Tuesday, March 19, 2024

A high-dimensional continuous trait evolution model with Γ distributed rates among traits

Today I had a very nice meeting with a grad student from one of those universities across town in Cambridge.

She had a type of dataset that I’ve seen before consisting of numeric variables for many (i.e., thousands of) traits, but for relatively few taxa – only about 25 species, related by a phylogeny. In her case, the data came from gene expression.

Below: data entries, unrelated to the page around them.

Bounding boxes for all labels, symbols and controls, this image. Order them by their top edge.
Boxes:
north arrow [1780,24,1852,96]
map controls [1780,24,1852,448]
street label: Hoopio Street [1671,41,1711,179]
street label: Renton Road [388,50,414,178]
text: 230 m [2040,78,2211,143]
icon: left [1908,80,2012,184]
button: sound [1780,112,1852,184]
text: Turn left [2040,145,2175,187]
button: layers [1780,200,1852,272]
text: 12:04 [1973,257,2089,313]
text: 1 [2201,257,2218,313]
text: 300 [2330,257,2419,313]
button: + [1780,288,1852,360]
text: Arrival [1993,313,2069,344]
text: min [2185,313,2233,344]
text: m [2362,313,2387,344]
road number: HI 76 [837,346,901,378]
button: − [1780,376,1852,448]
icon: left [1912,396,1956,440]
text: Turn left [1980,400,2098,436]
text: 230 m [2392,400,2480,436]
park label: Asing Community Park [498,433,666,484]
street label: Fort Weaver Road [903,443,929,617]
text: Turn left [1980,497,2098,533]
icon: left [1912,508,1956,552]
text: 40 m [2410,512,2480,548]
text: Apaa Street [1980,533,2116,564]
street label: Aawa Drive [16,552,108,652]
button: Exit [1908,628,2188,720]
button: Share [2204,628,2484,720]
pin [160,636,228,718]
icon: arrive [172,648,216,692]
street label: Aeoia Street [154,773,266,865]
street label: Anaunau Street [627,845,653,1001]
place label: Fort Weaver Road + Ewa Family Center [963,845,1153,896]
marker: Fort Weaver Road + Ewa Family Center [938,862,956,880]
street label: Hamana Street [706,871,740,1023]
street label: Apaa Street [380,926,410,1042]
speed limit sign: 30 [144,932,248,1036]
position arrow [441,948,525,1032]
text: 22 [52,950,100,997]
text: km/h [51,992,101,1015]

We talked about a few different ideas on what to do with the data – e.g., fitting simple models or measuring phylogenetic signal – but one thing she hadn’t thought of before was the idea of analyzing the data in aggregate, in other words, more like a nucleotide sequence alignment, rather than as many individual traits.

For example, I suggested that we might fit a Brownian model in which, rather than being fixed, \(\sigma^2\) was modeled as a random variable drawn from a \(\Gamma\) distribution, much in the same way that we do nucleotide sites. We would then be free to (for example) compare a model with a single \(\Gamma\) across all sites, to one in which \(\sigma^2\) came from a different distribution for (say) metabolic genes compared to (say) maintenance genes, and so on. (OK, it’s probably pretty obvious that I don’t know much about what types of genes there are, but you get the idea!)

I told her that this was probably easier than she thought, so, to prove it, I’ve set out here to build a model for the independent evolution of an arbitrarily large number of independent, continuous traits (say, gene expression measures for thousands of genes) in which the gene-wise values of Brownian motion \(\sigma^2\) are distributed as a normalized \(\Gamma\) random variable with shape parameter \(\alpha\) (and scaling term \(\sigma^2\), which is validly interpeted as the average rate of evolution across genes).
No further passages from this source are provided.